This article is published in the May 2005 issue.

Computing, We Have a Problem…


The computing community—including the computing research community—suffers from one major problem: the public does not fully understand, and hence does not appreciate, what computing is and why computing and computing research are important. The bottom line is:  We have an “image” problem, and it extends to our elected and appointed government officials, prospective students and their parents, some colleagues in other disciplines who use computing in their research, and the general public.

Two of the most obvious consequences of this image problem are:

1. Decreased funding for basic computing research (NSF funding is flat and DARPA’s is decreasing), which leads to decreases in the proposal success rates.
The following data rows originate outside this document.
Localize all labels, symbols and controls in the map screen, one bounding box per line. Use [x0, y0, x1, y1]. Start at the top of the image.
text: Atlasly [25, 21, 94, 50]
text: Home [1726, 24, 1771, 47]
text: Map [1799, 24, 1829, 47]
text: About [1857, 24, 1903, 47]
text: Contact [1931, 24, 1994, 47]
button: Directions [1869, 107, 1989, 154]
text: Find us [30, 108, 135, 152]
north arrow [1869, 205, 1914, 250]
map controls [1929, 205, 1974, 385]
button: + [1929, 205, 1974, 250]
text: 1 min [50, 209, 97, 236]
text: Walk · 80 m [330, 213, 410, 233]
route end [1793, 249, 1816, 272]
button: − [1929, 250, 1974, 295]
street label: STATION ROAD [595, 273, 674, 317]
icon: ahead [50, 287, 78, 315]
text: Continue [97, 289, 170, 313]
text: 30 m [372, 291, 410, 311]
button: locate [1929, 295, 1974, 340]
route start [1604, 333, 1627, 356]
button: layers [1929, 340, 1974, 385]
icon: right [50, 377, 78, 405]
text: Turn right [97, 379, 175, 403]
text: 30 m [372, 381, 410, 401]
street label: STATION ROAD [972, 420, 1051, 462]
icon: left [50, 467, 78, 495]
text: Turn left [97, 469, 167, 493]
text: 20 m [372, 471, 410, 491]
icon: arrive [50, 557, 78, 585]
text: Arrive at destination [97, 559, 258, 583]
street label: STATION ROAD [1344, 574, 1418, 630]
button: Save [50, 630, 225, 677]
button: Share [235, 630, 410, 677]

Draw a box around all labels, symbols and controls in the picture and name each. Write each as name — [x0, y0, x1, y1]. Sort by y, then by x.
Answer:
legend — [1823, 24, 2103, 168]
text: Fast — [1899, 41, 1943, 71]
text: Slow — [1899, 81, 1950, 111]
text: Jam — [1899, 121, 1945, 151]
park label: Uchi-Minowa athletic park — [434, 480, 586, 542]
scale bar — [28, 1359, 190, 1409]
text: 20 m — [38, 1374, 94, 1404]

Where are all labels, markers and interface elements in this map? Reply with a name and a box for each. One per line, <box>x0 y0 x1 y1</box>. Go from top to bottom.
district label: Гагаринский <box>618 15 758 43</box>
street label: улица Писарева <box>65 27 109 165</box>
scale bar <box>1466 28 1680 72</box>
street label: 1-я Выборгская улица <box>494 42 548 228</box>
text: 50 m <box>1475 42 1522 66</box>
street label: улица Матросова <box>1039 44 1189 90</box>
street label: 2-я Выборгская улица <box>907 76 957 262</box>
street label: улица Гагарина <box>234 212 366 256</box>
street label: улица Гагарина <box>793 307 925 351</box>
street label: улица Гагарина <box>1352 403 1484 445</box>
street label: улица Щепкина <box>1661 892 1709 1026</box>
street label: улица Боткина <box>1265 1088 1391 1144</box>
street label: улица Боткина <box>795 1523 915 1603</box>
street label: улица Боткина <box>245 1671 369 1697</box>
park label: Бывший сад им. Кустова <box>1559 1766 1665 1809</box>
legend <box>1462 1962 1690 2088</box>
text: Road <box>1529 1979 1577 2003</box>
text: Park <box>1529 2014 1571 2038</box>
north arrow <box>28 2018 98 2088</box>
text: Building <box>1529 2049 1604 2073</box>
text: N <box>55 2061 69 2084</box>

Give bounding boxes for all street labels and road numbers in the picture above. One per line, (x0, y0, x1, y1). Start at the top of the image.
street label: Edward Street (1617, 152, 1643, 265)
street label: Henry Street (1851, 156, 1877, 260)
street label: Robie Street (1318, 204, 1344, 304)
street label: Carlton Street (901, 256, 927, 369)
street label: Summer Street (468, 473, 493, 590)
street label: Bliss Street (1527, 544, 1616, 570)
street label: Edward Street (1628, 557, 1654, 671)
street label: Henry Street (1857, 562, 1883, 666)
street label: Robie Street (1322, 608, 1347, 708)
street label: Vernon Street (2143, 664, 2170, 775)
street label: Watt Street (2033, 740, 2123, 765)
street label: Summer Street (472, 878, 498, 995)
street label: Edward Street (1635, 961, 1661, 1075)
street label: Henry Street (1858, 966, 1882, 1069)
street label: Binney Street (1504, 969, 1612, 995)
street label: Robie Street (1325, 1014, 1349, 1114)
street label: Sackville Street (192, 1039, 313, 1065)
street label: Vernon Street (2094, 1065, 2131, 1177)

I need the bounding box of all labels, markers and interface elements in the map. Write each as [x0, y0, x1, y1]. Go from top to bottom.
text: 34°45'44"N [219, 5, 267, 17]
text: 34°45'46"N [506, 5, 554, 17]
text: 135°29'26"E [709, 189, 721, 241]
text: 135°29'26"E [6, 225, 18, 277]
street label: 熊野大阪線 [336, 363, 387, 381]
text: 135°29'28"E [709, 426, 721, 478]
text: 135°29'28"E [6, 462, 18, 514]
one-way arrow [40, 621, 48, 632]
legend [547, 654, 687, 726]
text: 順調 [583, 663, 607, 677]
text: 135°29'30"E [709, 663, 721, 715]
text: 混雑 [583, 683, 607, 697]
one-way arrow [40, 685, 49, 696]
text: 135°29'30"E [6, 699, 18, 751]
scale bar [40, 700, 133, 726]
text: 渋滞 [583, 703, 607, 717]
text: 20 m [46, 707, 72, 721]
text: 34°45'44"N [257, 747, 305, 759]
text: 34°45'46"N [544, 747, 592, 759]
2. Decreased enrollments in many undergraduate computing programs.

For these two reasons, the flow of people and ideas coming from our universities is threatened by what many observers (including me) believe will be disastrous impacts on our innovation, economic growth, international competitiveness, national security, and quality of life. Coupled with the decreasing attractiveness of the United States to international students for graduate studies and for work after graduate school, the future does not look as bright as it did five or ten years ago.

What is CRA doing about this? We convened an ad-hoc leadership summit meeting at Snowbird last July to start coordinating the ongoing activities of our member societies (see: http://www.cra.org/CRN/articles/sept04/foley.html). We continued with an all-day leadership summit this February that brought together computing community leaders from AAAI, ACM, ASIST, CACS/AIC, CASC, CNRI, CRA, CSTB, ECEDHA, Google, HP, IBM, IEEE-CS, Lucent/Bell Labs, Microsoft, NAE, NCWIT, NSF, PITAC, SIAM, Sun, TechNet, and USENIX to develop strategies for addressing the problem. An outline of the strategies and other meeting information is available at: http://www.cra.org/Activities/summit/home.html.

Working with the leadership summit attendees, CRA is forming two task forces to refine and execute the strategies we developed, to coordinate the activities of the many groups that are tackling pieces of the problem, and to take new initiatives that “fill in the gaps” between ongoing activities.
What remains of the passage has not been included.